### To do
Nothing but a full, exact copy of the data is needed.

### Saved entries

◇ ◇ ◇

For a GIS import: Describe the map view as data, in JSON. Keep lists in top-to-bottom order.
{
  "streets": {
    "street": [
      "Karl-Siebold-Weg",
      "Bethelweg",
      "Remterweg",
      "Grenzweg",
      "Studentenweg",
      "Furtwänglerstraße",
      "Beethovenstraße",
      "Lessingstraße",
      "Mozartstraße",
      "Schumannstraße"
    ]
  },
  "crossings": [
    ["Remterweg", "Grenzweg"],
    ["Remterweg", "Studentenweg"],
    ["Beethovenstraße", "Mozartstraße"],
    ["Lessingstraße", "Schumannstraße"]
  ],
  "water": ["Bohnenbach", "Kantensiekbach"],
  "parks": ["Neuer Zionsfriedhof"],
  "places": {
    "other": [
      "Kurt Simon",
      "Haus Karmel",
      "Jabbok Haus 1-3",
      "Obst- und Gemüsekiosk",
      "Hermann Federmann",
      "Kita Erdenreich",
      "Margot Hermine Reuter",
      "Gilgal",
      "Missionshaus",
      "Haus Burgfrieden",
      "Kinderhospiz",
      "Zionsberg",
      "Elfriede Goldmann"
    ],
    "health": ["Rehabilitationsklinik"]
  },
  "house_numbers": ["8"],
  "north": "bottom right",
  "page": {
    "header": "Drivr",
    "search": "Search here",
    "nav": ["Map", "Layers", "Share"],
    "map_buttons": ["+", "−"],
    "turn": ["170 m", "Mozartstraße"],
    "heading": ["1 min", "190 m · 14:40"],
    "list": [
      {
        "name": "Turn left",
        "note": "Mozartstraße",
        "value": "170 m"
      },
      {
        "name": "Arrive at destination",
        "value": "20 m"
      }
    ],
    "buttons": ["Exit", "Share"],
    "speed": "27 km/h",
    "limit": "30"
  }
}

◇ ◇ ◇

### Your response
For a GIS import: Describe the map view as data, in JSON. Keep lists in top-to-bottom order.
{
  "streets": {
    "street": [
      "Karl-Siebold-Weg",
      "Bethelweg",
      "Remterweg",
      "Grenzweg",
      "Studentenweg",
      "Furtwänglerstraße",
      "Beethovenstraße",
      "Lessingstraße",
      "Mozartstraße",
      "Schumannstraße"
    ]
  },
  "crossings": [
    ["Remterweg", "Grenzweg"],
    ["Remterweg", "Studentenweg"],
    ["Beethovenstraße", "Mozartstraße"],
    ["Lessingstraße", "Schumannstraße"]
  ],
  "water": ["Bohnenbach", "Kantensiekbach"],
  "parks": ["Neuer Zionsfriedhof"],
  "places": {
    "other": [
      "Kurt Simon",
      "Haus Karmel",
      "Jabbok Haus 1-3",
      "Obst- und Gemüsekiosk",
      "Hermann Federmann",
      "Kita Erdenreich",
      "Margot Hermine Reuter",
      "Gilgal",
      "Missionshaus",
      "Haus Burgfrieden",
      "Kinderhospiz",
      "Zionsberg",
      "Elfriede Goldmann"
    ],
    "health": ["Rehabilitationsklinik"]
  },
  "house_numbers": ["8"],
  "north": "bottom right",
  "page": {
    "header": "Drivr",
    "search": "Search here",
    "nav": ["Map", "Layers", "Share"],
    "map_buttons": ["+", "−"],
    "turn": ["170 m", "Mozartstraße"],
    "heading": ["1 min", "190 m · 14:40"],
    "list": [
      {
        "name": "Turn left",
        "note": "Mozartstraße",
        "value": "170 m"
      },
      {
        "name": "Arrive at destination",
        "value": "20 m"
      }
    ],
    "buttons": ["Exit", "Share"],
    "speed": "27 km/h",
    "limit": "30"
  }
}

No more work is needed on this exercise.